By Arno Maierbrugger/Gulf Times Correspondent /Bangkok


The broad sell-off triggered by the continued stock market slump in China is rattling across Southeast East Asian economies. In particular, the Malaysian bond and sukuk market has been badly hit by selling pressure, causing yields to surge and bonds indexes registering their biggest losses year-to-date.
Malaysia, the world largest sukuk issuer, is under particular and multiple pressures. Not just the weakening economy in China, one of its largest trading partners, is stepping on the brakes of Malaysia’s economic growth, it is also the rapidly falling value of the country’s currency, the ringgit, the tumbling oil price – a major setback for Southeast Asia’s largest oil exporting nation –, heavy capital outflows, as well as Malaysian Prime Minister Najib Razak being embroiled in controversy over alleged misallocation of funds by state-owned investment firm 1Malaysia Development Berhad, which has built up some $11bn in debt.
Of Malaysia’s four outstanding dollar-denominated government sukuk only one due 2016 is in the green since April with a meagre 0.3% as per the end of last week, while the others, due 2045, were down between 0.24% and 3.6% in the period. Heavy selling pressure was triggered mainly due to the continuous depreciation of the ringgit against the US dollar. Since April alone, the ringgit dropped 13%. Sukuk sales in Malaysia fell 34% to $6.5bn at current rates so far in 2015 from a year earlier, while the nation’s Islamic banking assets have reached a record of around $150bn in dollar terms – which brings with it an ever-increasing obligation to return profits to investors.
Economists say that this situation – a multitude of negative macroeconomic factors – will show whether the notion is true or not that sukuk and other Shariah-compliant investment instruments are more stable and reliable in times of market turmoil than conventional finance products.
For example, while the International Monetary Fund (IMF) is actually endorsing Islamic finance as an alternative to conventional finance, it is also sending out warning signs.
“Islamic finance may help promote macroeconomic and financial stability,” argues Christopher Towe, deputy director at the IMF’s monetary and capital markets department, adding that “the principles of risk-sharing and asset-based financing can help promote better risk management by both financial institutions and their customers, as well as discourage credit booms.”
However, the global lender also warns that, with the Islamic finance industry being relatively young, there are also “systemic vulnerabilities” especially in case Islamic finance does not fully fulfil its key criteria to be truly asset-based and the requirements for risk-sharing.
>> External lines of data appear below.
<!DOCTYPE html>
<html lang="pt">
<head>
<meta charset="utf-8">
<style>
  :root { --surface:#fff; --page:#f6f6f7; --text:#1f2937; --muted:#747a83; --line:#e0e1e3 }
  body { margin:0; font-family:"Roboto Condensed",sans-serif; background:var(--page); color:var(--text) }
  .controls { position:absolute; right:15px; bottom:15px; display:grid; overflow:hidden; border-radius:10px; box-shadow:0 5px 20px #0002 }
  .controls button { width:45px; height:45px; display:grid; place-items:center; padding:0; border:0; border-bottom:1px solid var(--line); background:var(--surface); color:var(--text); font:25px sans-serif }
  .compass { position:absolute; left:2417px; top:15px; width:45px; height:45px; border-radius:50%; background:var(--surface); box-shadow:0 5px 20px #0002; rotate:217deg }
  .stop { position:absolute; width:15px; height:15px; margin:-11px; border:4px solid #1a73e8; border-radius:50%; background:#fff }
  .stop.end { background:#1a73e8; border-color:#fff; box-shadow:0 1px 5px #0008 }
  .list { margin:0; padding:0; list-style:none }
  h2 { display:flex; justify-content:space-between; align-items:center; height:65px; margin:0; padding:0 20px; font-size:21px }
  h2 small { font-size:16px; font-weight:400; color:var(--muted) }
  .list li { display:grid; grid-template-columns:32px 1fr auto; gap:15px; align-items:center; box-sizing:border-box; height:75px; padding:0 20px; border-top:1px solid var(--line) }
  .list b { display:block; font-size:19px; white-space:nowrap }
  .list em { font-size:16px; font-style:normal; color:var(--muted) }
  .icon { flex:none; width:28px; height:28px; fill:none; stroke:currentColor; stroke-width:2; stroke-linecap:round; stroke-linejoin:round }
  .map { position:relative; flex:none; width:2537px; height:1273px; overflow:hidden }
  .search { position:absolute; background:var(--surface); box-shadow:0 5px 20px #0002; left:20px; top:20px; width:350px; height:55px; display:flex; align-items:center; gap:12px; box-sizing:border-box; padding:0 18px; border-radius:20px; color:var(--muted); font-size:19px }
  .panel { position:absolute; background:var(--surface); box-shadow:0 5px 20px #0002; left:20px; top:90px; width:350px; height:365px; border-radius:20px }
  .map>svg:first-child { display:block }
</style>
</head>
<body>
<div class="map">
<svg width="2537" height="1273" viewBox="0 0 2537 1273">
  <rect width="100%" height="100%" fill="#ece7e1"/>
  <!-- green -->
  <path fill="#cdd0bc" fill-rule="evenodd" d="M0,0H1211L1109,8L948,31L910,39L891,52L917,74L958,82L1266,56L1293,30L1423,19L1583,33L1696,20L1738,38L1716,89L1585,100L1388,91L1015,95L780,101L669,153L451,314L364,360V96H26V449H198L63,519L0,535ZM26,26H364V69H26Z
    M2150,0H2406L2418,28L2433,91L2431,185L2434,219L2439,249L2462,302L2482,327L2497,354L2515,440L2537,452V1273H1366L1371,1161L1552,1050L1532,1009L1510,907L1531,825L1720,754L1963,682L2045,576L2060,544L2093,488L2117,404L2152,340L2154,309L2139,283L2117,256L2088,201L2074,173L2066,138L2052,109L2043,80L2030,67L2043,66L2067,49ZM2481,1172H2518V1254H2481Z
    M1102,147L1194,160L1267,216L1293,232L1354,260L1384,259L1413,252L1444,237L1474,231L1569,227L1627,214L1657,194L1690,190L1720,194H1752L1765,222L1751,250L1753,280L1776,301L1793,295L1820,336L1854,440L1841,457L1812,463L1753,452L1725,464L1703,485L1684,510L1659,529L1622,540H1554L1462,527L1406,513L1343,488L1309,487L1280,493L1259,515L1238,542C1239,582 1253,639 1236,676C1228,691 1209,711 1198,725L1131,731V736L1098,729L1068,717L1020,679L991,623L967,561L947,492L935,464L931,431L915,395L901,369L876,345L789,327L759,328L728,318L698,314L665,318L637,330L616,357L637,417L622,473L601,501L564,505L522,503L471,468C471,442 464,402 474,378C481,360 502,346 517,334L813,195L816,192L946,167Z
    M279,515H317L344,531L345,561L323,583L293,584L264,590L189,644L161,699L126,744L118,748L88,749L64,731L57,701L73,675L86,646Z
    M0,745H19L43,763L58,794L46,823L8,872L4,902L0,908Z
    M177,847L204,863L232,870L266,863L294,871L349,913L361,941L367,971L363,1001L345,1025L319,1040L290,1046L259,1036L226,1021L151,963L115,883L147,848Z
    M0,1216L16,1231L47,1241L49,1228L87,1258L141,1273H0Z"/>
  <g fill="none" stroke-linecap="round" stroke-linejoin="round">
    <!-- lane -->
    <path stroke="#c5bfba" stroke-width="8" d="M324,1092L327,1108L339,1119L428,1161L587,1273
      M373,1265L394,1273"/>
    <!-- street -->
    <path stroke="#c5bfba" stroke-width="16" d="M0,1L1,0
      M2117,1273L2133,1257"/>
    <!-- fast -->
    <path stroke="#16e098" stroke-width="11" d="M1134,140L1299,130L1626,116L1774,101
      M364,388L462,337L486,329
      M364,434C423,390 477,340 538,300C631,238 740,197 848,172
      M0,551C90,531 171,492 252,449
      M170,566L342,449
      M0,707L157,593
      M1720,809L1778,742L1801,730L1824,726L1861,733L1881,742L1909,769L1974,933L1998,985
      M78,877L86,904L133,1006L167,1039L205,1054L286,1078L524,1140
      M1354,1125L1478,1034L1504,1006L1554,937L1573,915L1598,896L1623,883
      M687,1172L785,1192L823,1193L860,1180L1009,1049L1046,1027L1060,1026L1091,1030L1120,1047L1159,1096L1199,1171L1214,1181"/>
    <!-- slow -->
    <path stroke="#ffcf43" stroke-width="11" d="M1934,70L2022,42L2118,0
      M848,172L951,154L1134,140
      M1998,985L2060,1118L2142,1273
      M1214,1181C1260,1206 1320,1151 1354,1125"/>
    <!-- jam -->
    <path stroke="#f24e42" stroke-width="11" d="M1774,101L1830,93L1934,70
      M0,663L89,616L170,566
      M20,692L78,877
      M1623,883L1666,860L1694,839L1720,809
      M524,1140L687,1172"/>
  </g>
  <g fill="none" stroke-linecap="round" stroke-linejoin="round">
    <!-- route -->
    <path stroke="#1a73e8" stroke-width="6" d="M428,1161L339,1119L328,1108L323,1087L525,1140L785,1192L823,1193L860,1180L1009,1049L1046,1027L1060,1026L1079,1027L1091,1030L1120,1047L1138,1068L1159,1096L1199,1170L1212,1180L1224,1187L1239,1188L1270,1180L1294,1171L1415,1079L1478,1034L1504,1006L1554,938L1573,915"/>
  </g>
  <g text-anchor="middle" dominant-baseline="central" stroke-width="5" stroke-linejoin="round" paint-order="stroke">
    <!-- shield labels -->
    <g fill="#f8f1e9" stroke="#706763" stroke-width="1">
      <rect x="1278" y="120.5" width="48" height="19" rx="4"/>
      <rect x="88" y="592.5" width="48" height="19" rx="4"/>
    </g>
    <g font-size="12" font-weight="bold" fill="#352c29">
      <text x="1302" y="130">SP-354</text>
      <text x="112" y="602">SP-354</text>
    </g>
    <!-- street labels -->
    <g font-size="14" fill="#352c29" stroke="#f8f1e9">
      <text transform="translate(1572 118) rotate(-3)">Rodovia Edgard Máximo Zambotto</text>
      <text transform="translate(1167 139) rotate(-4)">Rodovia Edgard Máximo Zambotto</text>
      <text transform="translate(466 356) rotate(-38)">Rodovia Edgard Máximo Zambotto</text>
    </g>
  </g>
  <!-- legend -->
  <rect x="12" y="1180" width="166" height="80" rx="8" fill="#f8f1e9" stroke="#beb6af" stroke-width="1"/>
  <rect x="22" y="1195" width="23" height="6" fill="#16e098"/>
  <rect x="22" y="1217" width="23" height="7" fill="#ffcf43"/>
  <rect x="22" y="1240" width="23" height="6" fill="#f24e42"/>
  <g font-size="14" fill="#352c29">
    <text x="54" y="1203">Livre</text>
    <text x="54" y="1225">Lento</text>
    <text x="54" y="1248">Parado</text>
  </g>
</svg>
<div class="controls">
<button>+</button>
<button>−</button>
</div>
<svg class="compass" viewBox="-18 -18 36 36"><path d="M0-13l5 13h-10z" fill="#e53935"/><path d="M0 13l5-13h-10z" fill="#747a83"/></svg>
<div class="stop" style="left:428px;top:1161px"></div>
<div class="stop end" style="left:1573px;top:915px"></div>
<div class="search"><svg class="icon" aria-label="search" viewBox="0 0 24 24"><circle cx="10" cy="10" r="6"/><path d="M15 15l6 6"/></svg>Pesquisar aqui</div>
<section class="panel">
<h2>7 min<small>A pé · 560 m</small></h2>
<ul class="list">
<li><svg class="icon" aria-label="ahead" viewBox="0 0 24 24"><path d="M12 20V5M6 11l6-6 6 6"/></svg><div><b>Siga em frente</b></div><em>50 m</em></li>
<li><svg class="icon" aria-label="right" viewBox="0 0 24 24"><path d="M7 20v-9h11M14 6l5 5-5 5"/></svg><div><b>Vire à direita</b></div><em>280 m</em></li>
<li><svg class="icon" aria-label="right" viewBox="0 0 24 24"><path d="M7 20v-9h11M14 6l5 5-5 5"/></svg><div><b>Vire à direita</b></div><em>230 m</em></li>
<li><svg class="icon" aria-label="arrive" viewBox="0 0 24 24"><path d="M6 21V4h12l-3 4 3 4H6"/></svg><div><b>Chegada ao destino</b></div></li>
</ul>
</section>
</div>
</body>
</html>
Other systemic risks remain liquidity-related, mainly stemming from a shortage of tools for short-term funding of Islamic banks, and with it a limited scope of Shariah-compliant financial safety nets for banks, Towe said.
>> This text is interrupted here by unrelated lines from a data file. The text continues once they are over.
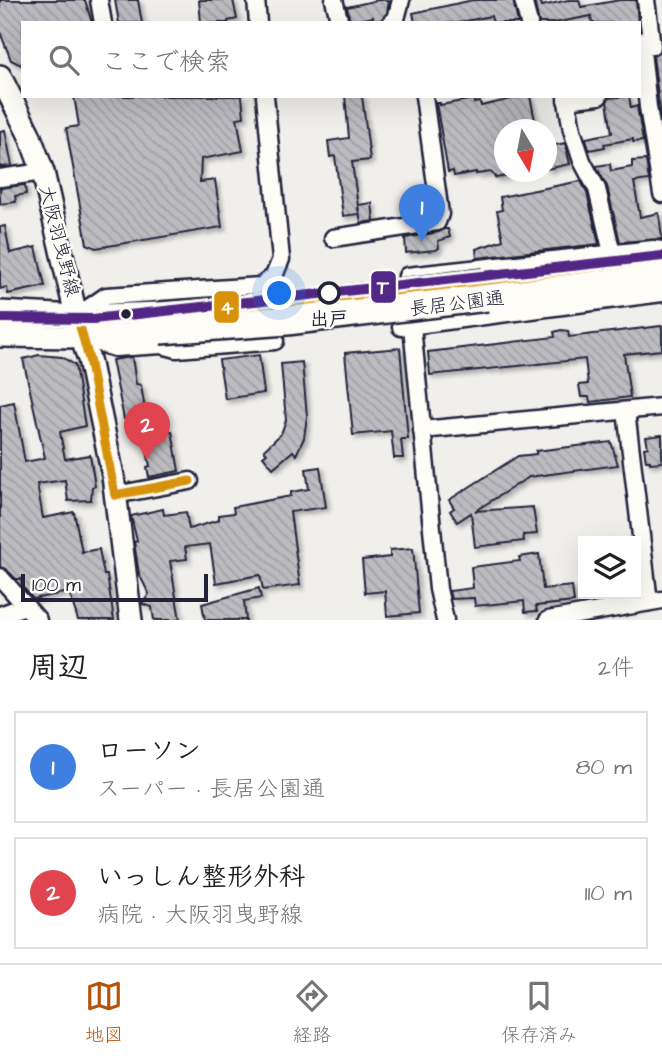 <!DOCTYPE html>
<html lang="ja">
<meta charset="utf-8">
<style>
body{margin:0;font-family:"Architects Daughter","Klee One",sans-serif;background:#f6f6f6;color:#202124}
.controls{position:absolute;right:21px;bottom:21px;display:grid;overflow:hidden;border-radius:0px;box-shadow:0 7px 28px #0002}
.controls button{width:63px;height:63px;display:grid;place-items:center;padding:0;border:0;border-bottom:2px solid #e0e0e0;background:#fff;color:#202124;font:35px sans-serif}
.compass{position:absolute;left:494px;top:119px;width:63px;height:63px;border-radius:50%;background:#fff;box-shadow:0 7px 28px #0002;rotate:170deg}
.scale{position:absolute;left:21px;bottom:18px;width:187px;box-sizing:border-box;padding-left:7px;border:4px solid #22223b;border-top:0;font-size:19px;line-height:24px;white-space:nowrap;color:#22223b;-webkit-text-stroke:5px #fdfcf7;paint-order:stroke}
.you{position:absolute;left:280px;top:294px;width:24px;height:24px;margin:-18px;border:5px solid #fff;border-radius:50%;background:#1a73e8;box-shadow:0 0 0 10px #1a73e833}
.badge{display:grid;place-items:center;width:46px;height:46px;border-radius:50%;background:#b45309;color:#fff;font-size:23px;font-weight:700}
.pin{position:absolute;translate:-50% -58px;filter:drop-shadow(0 2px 4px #0008)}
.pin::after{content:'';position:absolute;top:37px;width:24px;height:21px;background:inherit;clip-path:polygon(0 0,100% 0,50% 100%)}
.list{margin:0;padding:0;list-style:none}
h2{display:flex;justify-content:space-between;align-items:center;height:91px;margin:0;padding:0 28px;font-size:30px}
h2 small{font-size:23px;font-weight:400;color:#757577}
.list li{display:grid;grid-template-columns:46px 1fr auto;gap:21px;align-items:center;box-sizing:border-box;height:112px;margin:0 14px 14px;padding:0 14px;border:2px solid #e0e0e0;border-radius:0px}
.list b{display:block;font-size:26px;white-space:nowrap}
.list p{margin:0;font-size:23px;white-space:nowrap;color:#757577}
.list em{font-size:23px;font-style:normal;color:#757577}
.icon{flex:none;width:38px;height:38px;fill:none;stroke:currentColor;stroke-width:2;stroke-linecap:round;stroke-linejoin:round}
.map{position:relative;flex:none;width:662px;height:620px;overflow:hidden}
.search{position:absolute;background:#fff;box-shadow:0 7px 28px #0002;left:21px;right:21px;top:21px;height:77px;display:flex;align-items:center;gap:18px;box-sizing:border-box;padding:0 24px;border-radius:0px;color:#757577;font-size:26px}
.sheet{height:343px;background:#fff}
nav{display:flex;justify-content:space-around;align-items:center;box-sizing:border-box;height:98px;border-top:2px solid #e0e0e0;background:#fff;font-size:19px;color:#757577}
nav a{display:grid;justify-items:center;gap:4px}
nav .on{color:#b45309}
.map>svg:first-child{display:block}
.building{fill:url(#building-back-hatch);stroke:#22223b;stroke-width:2;filter:url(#shadow)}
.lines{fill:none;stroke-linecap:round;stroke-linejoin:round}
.minor-casing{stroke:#22223b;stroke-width:21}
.major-casing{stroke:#22223b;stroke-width:26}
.minor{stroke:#fdfcf7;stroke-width:16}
.major{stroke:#fdfcf7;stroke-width:21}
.major-bridge-casing{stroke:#22223b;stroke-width:26;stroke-linecap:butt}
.major-bridge{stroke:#fdfcf7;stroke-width:21}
.bus-1-casing{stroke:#fdfcf7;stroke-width:14}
.bus-1{stroke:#d79209;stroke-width:9}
.metro-1-casing{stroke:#fdfcf7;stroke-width:16}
.metro-1{stroke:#522886;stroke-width:10}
.stop-dot{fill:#fdfcf7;stroke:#22223b;stroke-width:3.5}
.bus-dot{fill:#22223b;stroke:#fdfcf7;stroke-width:2.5}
.labels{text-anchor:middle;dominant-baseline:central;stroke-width:5;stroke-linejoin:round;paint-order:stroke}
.street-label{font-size:19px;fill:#22223b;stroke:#fdfcf7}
.stop-label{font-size:19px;font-weight:bold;fill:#22223b;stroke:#fdfcf7}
.line-badge{stroke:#fdfcf7;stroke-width:2.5}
.badge-label{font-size:19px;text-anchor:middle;font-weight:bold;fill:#fff}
</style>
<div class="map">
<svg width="662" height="620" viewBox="0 0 662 620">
<defs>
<pattern id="building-back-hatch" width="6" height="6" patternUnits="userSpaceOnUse" patternTransform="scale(1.75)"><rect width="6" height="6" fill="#bcbcc0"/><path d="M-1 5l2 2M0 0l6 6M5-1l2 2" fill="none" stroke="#a1a1a6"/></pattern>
<filter id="shadow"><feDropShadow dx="3.5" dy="3.5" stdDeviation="2" flood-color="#0004"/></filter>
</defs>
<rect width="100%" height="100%" fill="#f0efec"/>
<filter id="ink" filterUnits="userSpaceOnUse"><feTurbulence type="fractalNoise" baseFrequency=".0143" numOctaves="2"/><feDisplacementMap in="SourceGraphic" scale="14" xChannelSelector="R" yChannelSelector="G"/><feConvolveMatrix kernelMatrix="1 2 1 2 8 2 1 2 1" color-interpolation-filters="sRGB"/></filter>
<g filter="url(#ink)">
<!-- building -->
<g class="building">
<polygon points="0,0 85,0 92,23 23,23 23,66 11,60 0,32"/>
<polygon points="115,0 138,0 142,23 119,23"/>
<polygon points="199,0 233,0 237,19 228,21 228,23 201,23"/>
<polygon points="378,0 389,0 387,13 381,20 373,21 373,17 350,22 347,7"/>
<polygon points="473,0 513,0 518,23 493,23 491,16 456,23 415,23 413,13"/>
<polygon points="534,0 540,0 542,6 568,0 579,0 581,7 620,0 636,0 638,23 592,23 591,16 554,23 539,23"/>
<polygon points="661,51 662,56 662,128 653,56"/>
<polygon points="74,96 242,96 244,117 237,118 243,151 201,159 200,182 215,180 222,227 96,248 87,244 66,128 79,126"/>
<polygon points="345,96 362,96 370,160 352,162 359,214 343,216 335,156 330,157 328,141 349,138"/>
<polygon points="524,96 530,96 537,130 505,130 505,176 496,178 491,172 476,174 476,172 454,176 453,171 448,172 436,103 440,103 440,105 474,99 474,103 480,102 481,106"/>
<polygon points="629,96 631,108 637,106 643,141 633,142 633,139 604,144 605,147 589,150 586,138 612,133 607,102 609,98"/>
<polygon points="5,130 12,166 0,167 0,131"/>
<polygon points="565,143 570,164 547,169 547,147"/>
<polygon points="646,160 649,180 634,182 640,217 659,213 662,239 620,242 607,186 596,166 610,164 611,171 632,167 632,161"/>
<polygon points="581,181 587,193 599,244 477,258 476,249 503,240 497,211 502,210 500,197"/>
<polygon points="25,185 26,194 15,196 16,202 0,204 0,188"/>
<polygon points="372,203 374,221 361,223 358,205"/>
<polygon points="5,226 10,253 36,247 45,286 8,294 7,287 0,289 0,227"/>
<polygon points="444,229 448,229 450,237 438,241 439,248 436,250 406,253 405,238 439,232"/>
<polygon points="662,326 662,350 624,354 630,397 590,402 589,397 581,397 579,385 588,384 585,359 430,375 428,352 555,337 554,332 561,330 568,331 569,337"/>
<polygon points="400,348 408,439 401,439 403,458 394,458 391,431 353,435 345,353"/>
<polygon points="39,355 62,357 75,365 85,426 60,432 65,459 90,455 95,486 92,487 91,500 68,501 65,480 37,484 43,518 74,512 82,552 99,549 104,575 107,575 114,620 78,620 69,592 33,599 22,586 21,579 16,579 7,570 0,567 0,405 14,402 25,462 45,458 23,359"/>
<polygon points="259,355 264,393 225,399 219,360"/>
<polygon points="132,357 136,384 141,385 148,429 136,431 135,424 127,424 127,419 124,419 112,360"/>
<polygon points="302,362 307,416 304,438 296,455 293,451 273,468 263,456 267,453 264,450 281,434 286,420 281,364"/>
<polygon points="172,431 179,471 149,477 147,467 150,466 144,435"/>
<polygon points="662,435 662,462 650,463 650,461 646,461 644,448 648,447 646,437"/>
<polygon points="611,442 618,465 529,477 475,511 533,507 537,534 523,535 524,541 475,547 471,513 457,522 450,511 454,508 449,500 518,456 536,454 536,451"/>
<polygon points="320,467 326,507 290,512 300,585 263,590 260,575 216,583 210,544 185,547 187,559 170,561 180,620 154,620 152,607 142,604 149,594 139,574 134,542 137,541 131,516 163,509 164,515 186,512 189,529 219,520 219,515 234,513 233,507 291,496 291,492 309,489 306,469"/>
<polygon points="413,548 419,613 387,616 385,591 365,593 362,560 390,557 390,550"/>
<polygon points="539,554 543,589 572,586 574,602 536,606 537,611 525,612 524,601 475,606 474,598 451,599 449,591 473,588 471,567 520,561 519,557"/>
<polygon points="259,588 261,598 244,601 246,620 205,620 202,604"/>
</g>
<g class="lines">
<defs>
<g id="minor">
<polyline points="99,0 103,23"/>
<polyline points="256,0 258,23"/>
<polyline points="334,0 340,23"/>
<polyline points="523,0 529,23"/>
<polyline points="646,0 652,46"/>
<polyline points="391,23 396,19 401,0"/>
<polyline points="641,41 648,107 662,194"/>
<polyline points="566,96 572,130 582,161 597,189 612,253"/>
<polyline points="566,100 599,96"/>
<polyline points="0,178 43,172"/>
<polyline points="333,238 437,222 440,214 424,96"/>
<polyline points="77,316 106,296 261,286 274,276 281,259 265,96"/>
<polyline points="401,327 662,293"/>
<polyline points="89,340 115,348 162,345 177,349 275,341 272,314"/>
<polyline points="626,411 649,602"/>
<polyline points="422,430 662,407"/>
<polyline points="115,495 190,481"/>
<polyline points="0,577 38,620"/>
<polyline points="0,615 25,606"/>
<polyline points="445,620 438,589 407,276 653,249 662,250"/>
<polyline points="548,620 662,600"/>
</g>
<g id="major">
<polyline points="0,76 29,134 43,172 81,337 89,359 113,476 131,620"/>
<polyline points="484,280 662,259"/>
<polyline points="487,300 662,279"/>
<polyline points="0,312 77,316 159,313"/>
<polyline points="0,336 81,337 160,333"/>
</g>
</defs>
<!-- minor casing -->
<use href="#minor" class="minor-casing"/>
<!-- major casing -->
<use href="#major" class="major-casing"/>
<!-- minor -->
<use href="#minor" class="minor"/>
<!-- major -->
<use href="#major" class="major"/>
<defs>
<g id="major-bridge">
<polyline points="159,313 283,304 484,280"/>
<polyline points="160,333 287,324 487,300"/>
</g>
</defs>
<!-- major-bridge casing -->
<use href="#major-bridge" class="major-bridge-casing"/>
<!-- major-bridge -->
<use href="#major-bridge" class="major-bridge"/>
<defs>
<g id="bus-1">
<path d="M115 495 89 359 77 316C274 309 467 282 662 259"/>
<polyline points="115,495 190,481"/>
</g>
</defs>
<!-- bus-1 casing -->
<use href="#bus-1" class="bus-1-casing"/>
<!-- bus-1 -->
<use href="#bus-1" class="bus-1"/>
<defs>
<polyline id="metro-1" points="0,318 93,319 662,256"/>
</defs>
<!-- metro-1 casing -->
<use href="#metro-1" class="metro-1-casing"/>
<!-- metro-1 -->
<use href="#metro-1" class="metro-1"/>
</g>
</g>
<!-- markers -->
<circle class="stop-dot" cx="329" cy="293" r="10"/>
<circle class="bus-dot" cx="126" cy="314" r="6"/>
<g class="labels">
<!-- street labels -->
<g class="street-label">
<text transform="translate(59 241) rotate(76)">大阪羽曳野線</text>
<text transform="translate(457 304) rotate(-7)">長居公園通</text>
</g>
<!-- stop labels -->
<g class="stop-label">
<text x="329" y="319">出戸</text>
</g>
</g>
<g class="line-badge">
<rect x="370" y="270" width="27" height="34" rx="7" fill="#522886"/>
<rect x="213" y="290" width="27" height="34" rx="7" fill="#d79209"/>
</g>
<g class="badge-label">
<text x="383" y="294">T</text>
<text x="227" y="314">4</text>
</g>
</svg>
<div class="controls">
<button><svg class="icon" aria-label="layers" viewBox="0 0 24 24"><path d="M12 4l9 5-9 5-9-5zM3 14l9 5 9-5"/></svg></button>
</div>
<svg class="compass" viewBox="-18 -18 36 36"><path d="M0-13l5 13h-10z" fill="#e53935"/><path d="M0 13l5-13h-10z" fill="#757577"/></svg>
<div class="scale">100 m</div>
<div class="you"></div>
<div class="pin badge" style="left:422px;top:242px;background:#3f7fe0">1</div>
<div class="pin badge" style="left:147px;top:460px;background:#e0444e">2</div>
<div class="search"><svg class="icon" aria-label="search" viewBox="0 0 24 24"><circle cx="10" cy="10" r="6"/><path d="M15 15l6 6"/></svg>ここで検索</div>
</div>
<section class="sheet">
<h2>周辺<small>2件</small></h2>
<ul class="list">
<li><span class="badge" style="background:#3f7fe0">1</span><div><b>ローソン</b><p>スーパー · 長居公園通</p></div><em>80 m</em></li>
<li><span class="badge" style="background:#e0444e">2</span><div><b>いっしん整形外科</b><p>病院 · 大阪羽曳野線</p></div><em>110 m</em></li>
</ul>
</section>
<nav>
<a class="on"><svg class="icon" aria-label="map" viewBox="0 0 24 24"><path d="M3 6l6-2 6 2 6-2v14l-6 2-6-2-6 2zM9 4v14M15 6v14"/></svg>地図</a>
<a><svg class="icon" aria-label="directions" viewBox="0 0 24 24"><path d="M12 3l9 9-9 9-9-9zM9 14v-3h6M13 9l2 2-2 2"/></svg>経路</a>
<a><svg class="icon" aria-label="saved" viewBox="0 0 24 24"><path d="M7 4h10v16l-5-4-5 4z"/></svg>保存済み</a>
</nav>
When problems in the financial markets congregate like they do in Malaysia this year – falling oil prices, falling prices for other export commodities, weakening trade with China, capital outflows as the US prepares to raise interest rates, massive slump of the domestic currency’s value, dwindling currency reserves, a bearish stock market, and on top of that a loss in confidence in the government’s ability to properly manage public finances, then this is a matter of real concern for a country that is heavily reliant on Islamic finance-based debt. Higher borrowing costs – unavoidable at the current state – would make it much more expensive and thus highly risky, if not unaffordable, to finance the government’s ambitious $444bn development plan to build rail, roads and ports as it seeks to become an advanced economy by 2020, a core strategy of the current government.